W3C home > Mailing lists > Public > html-tidy@w3.org > October to December 2001

(unknown charset) Re: Few Question about HTML Tidy

From: (unknown charset) Dave Raggett <dsr@w3.org>
Date: Mon, 17 Dec 2001 09:08:41 +0000 (GMT Standard Time)
To: (unknown charset) Hiroyuki Okamoto - 岡本 浩之 <hokamoto@mse.mei.co.jp>
cc: (unknown charset) html-tidy <html-tidy@w3.org>
Message-ID: <Pine.WNT.4.10.10112170857010.-771885@hazel.openwave.com>
On Sun, 16 Dec 2001, Hiroyuki Okamoto - [ISO-2022-JP] $B2,K\!!9@G7(B wrote:

> Hello, my name is Hiroyuki Okamoto.
> 
> I have a few questions about HTML Tidy. They are illegal cases,
> however content becomes strange after Tidying, so I report them.

Thanks for the detailed feedback.
 
> (1) When I write the following content,
> 
> <OBJECT>
>   <FONT>
>     TEST
>   </FONT>
> </OBJECT>
> 
> HTML Tidy moves the OBJECT element into the HEAD element like below.
> 
> <HTML>
>   <HEAD>
>     <OBJECT>
>       <FONT>
>         TEST
>       </FONT>
>     </OBJECT>
>     <TITLE></TITLE>
>   </HEAD>
> </HTML>

This is because object is allowed in the document head and hence
Tidy doesn't know that an implicit <body> start tag is required.

 
>   What should I do ?

Place a <body> start tag before the <object>

> (2) When I write the following content,
> 
> <BODY>
>   <TITLE>
>     TEST2
>   </TITLE>
> </BODY>
> 
>    HTML Tidy makes a new TITLE element like below.

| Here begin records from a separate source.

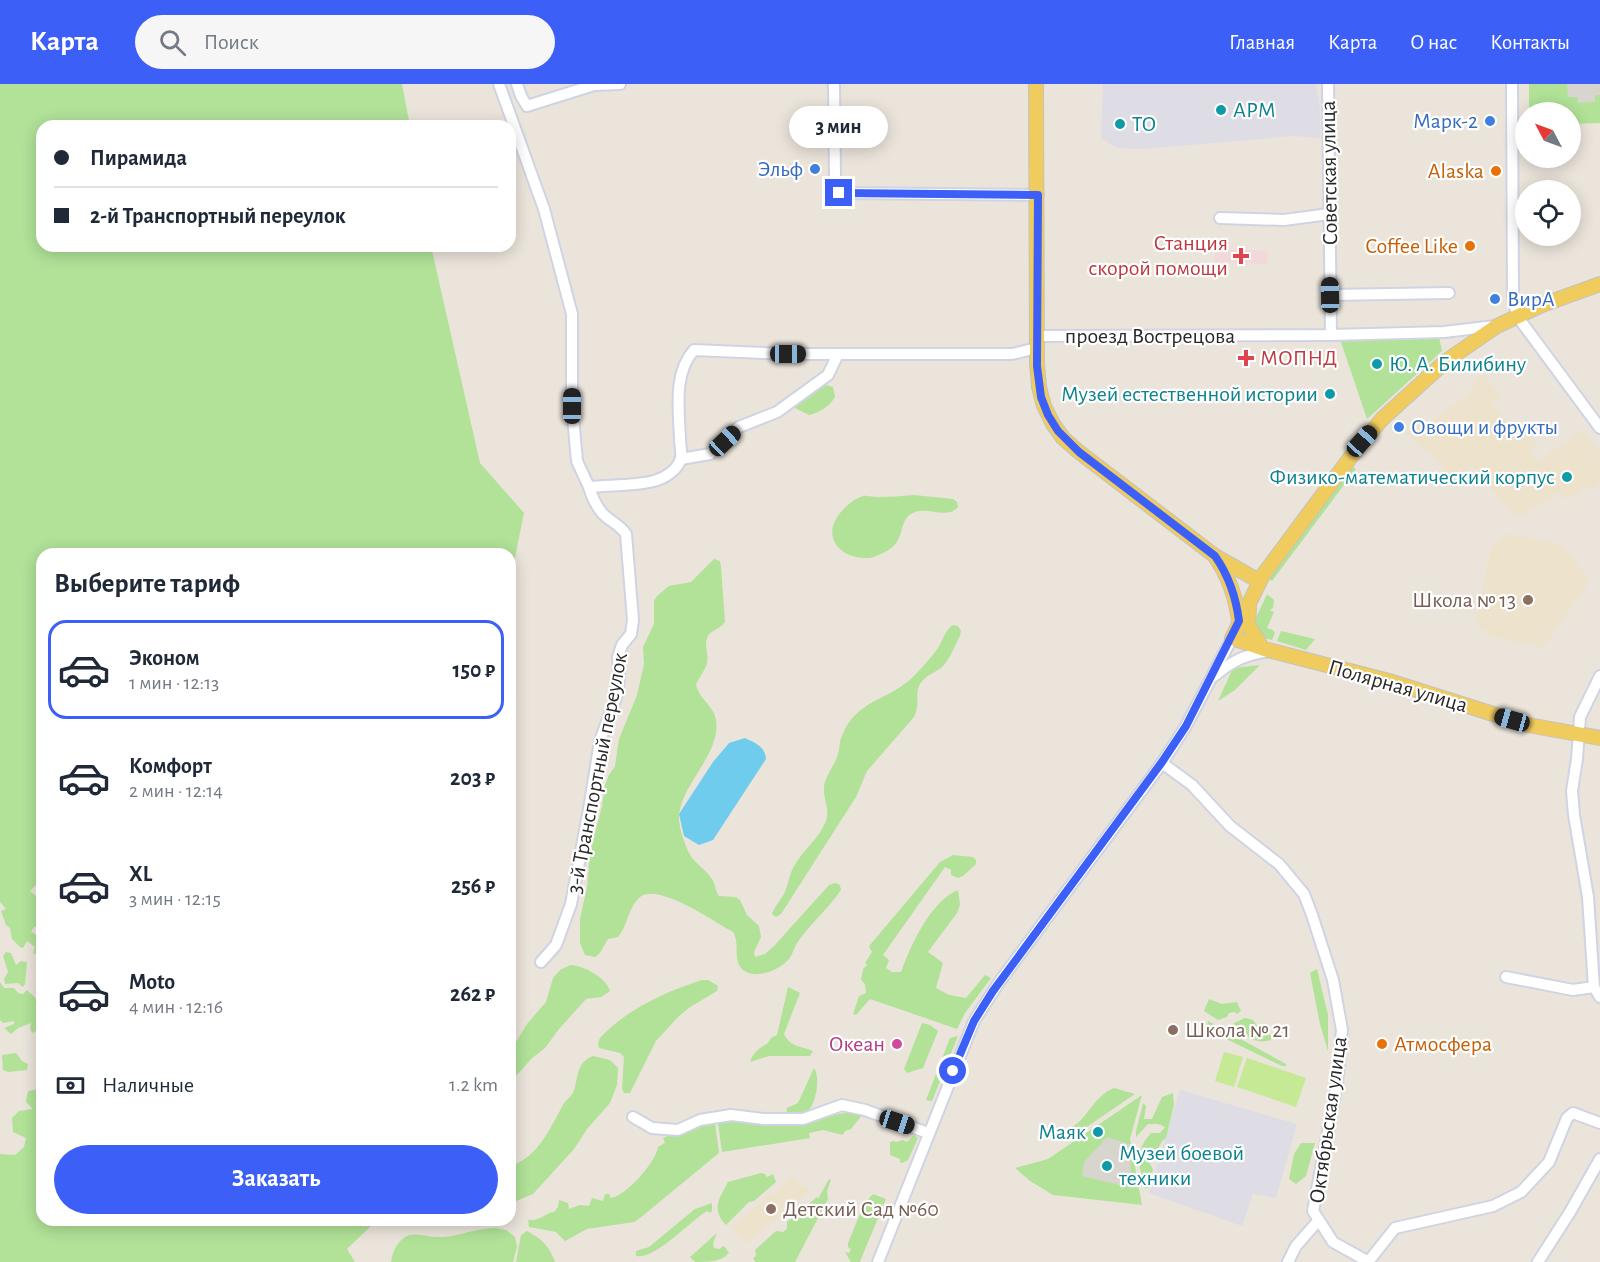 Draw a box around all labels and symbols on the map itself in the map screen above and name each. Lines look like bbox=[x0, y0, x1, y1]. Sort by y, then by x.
place label: АРМ bbox=[1233, 99, 1276, 121]
street label: Советская улица bbox=[1317, 100, 1341, 246]
north arrow bbox=[1515, 102, 1581, 168]
marker: АРМ bbox=[1214, 103, 1228, 117]
callout: 3 мин bbox=[790, 106, 888, 148]
place label: Марк-2 bbox=[1413, 110, 1478, 132]
place label: ТО bbox=[1132, 113, 1156, 135]
marker: Марк-2 bbox=[1483, 114, 1497, 128]
marker: ТО bbox=[1113, 117, 1127, 131]
place label: Эльф bbox=[758, 158, 803, 180]
place label: Alaska bbox=[1428, 160, 1484, 182]
marker: Эльф bbox=[808, 162, 822, 176]
marker: Alaska bbox=[1489, 164, 1503, 178]
route end bbox=[825, 179, 852, 206]
place label: Станция скорой помощи bbox=[1089, 232, 1228, 279]
place label: Coffee Like bbox=[1366, 235, 1458, 257]
marker: Coffee Like bbox=[1463, 239, 1477, 253]
marker: Станция скорой помощи bbox=[1232, 247, 1250, 265]
car bbox=[1321, 277, 1339, 313]
place label: ВирА bbox=[1507, 288, 1555, 310]
marker: ВирА bbox=[1488, 292, 1502, 306]
street label: проезд Вострецова bbox=[1065, 325, 1235, 347]
car bbox=[770, 345, 806, 363]
place label: МОПНД bbox=[1260, 347, 1337, 369]
marker: МОПНД bbox=[1237, 349, 1255, 367]
place label: Ю. А. Билибину bbox=[1389, 353, 1527, 375]
marker: Ю. А. Билибину bbox=[1370, 357, 1384, 371]
place label: Музей естественной истории bbox=[1061, 383, 1318, 405]
marker: Музей естественной истории bbox=[1323, 387, 1337, 401]
car bbox=[563, 388, 581, 424]
place label: Овощи и фрукты bbox=[1411, 416, 1558, 438]
marker: Овощи и фрукты bbox=[1392, 420, 1406, 434]
car bbox=[706, 422, 744, 460]
car bbox=[1343, 422, 1381, 460]
place label: Физико-математический корпус bbox=[1270, 466, 1555, 488]
marker: Физико-математический корпус bbox=[1560, 470, 1574, 484]
place label: Школа № 13 bbox=[1412, 589, 1516, 611]
marker: Школа № 13 bbox=[1521, 593, 1535, 607]
street label: 3-й Транспортный переулок bbox=[563, 651, 631, 895]
street label: Полярная улица bbox=[1326, 656, 1470, 716]
car bbox=[1492, 706, 1532, 734]
place label: Школа № 21 bbox=[1185, 1019, 1290, 1041]
marker: Школа № 21 bbox=[1166, 1023, 1180, 1037]
place label: Океан bbox=[829, 1033, 885, 1055]
place label: Атмосфера bbox=[1394, 1033, 1492, 1055]
street label: Октябрьская улица bbox=[1305, 1035, 1351, 1205]
marker: Океан bbox=[890, 1037, 904, 1051]
marker: Атмосфера bbox=[1375, 1037, 1389, 1051]
route start bbox=[939, 1057, 966, 1084]
car bbox=[877, 1108, 917, 1136]
place label: Маяк bbox=[1038, 1121, 1086, 1143]
marker: Маяк bbox=[1091, 1125, 1105, 1139]
place label: Музей боевой техники bbox=[1118, 1142, 1244, 1189]
marker: Музей боевой техники bbox=[1100, 1159, 1114, 1173]
place label: Детский Сад №60 bbox=[783, 1198, 939, 1220]
marker: Детский Сад №60 bbox=[764, 1202, 778, 1216] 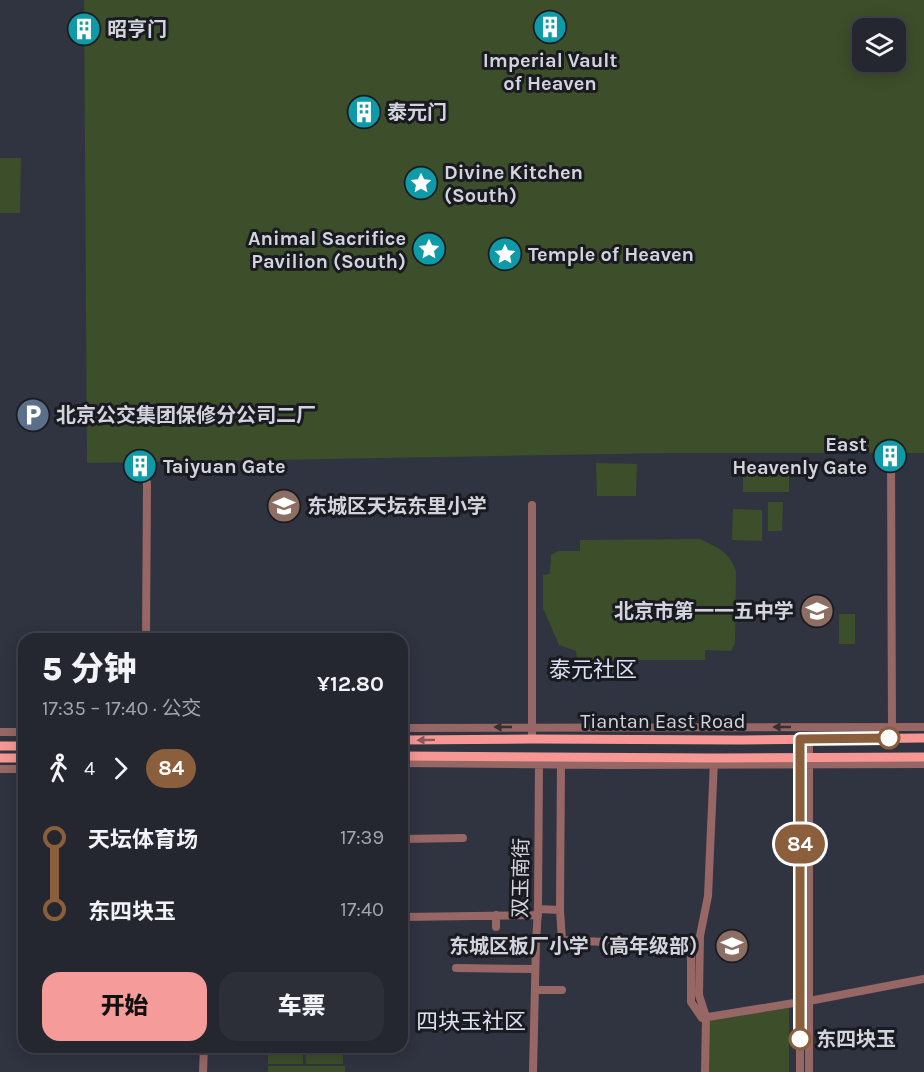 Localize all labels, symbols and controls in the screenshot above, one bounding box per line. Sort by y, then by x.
building icon: Imperial Vault of Heaven [532,9,568,45]
building icon: 昭亨门 [66,11,102,47]
place label: 昭亨门 [107,18,167,41]
map controls [852,18,906,72]
button: layers [852,18,906,72]
place label: Imperial Vault of Heaven [483,49,617,95]
building icon: 泰元门 [346,94,382,130]
place label: 泰元门 [387,101,447,124]
place label: Divine Kitchen (South) [444,161,583,207]
place icon: Divine Kitchen (South) [403,165,439,201]
place label: Animal Sacrifice Pavilion (South) [248,227,406,273]
place icon: Animal Sacrifice Pavilion (South) [411,231,447,267]
place icon: Temple of Heaven [487,236,523,272]
place label: Temple of Heaven [528,243,694,266]
parking icon: 北京公交集团保修分公司二厂 [15,397,51,433]
place label: 北京公交集团保修分公司二厂 [56,404,316,427]
place label: East Heavenly Gate [732,433,867,479]
building icon: East Heavenly Gate [872,438,908,474]
building icon: Taiyuan Gate [122,448,158,484]
place label: Taiyuan Gate [163,455,286,478]
school or university icon: 东城区天坛东里小学 [266,488,302,524]
place label: 东城区天坛东里小学 [307,495,487,518]
school or university icon: 北京市第一一五中学 [799,593,835,629]
place label: 北京市第一一五中学 [614,600,794,623]
text: 5 分钟 [42,650,137,688]
district label: 泰元社区 [549,657,637,683]
text: ¥12.80 [317,671,384,697]
text: 17:35 – 17:40 · 公交 [42,697,201,720]
street label: Tiantan East Road [580,710,746,733]
one-way arrow [493,722,512,732]
one-way arrow [772,722,791,732]
unlabelled marker [878,727,900,749]
one-way arrow [417,735,436,745]
icon: walk [42,752,75,785]
icon: forward [104,752,137,785]
text: 84 [158,756,184,780]
text: 4 [84,757,95,780]
line badge: 84 [773,824,827,864]
text: 17:39 [340,826,384,849]
text: 天坛体育场 [88,827,198,853]
text: 84 [787,832,813,856]
street label: 双玉南街 [509,838,533,918]
text: 17:40 [340,898,384,921]
text: 东四块玉 [88,899,176,925]
school or university icon: 东城区板厂小学（高年级部） [714,928,750,964]
place label: 东城区板厂小学（高年级部） [449,935,709,958]
button: 开始 [42,972,207,1041]
button: 车票 [219,972,384,1041]
district label: 四块玉社区 [416,1009,526,1035]
marker: 东四块玉 [789,1028,811,1050]
place label: 东四块玉 [816,1028,896,1051]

This is due to the way Tidy checks for a missing title before
processing the body. In effect, Tidy generates errors during
parsing, and then applies a few more checks afterwards.
A work around would have been to log the error reports found
during parsing and then merge them in line number order with
those found in the subsequent checks. This would be major
refinement to how Tidy works today.
 
> <HTML>
>   <HEAD>
>     <TITLE></TITLE>
>     <TITLE>
>       TEST2
>     </TITLE>
>   </HEAD>
>   <BODY></BODY>
> </HTML>
> 
> Title element should be only one in HEAD element. What should I
> do ?

I am hoping that the next version of Tidy will fix this problem by
checking for an empty title element when moving the title from
the body to the head. Maintenance of Tidy has moved to Source Forge
http://tidy.sourceforge.net/ and a bunch of volunteers have taken
over work on dealing with bug reports and enhancement requests.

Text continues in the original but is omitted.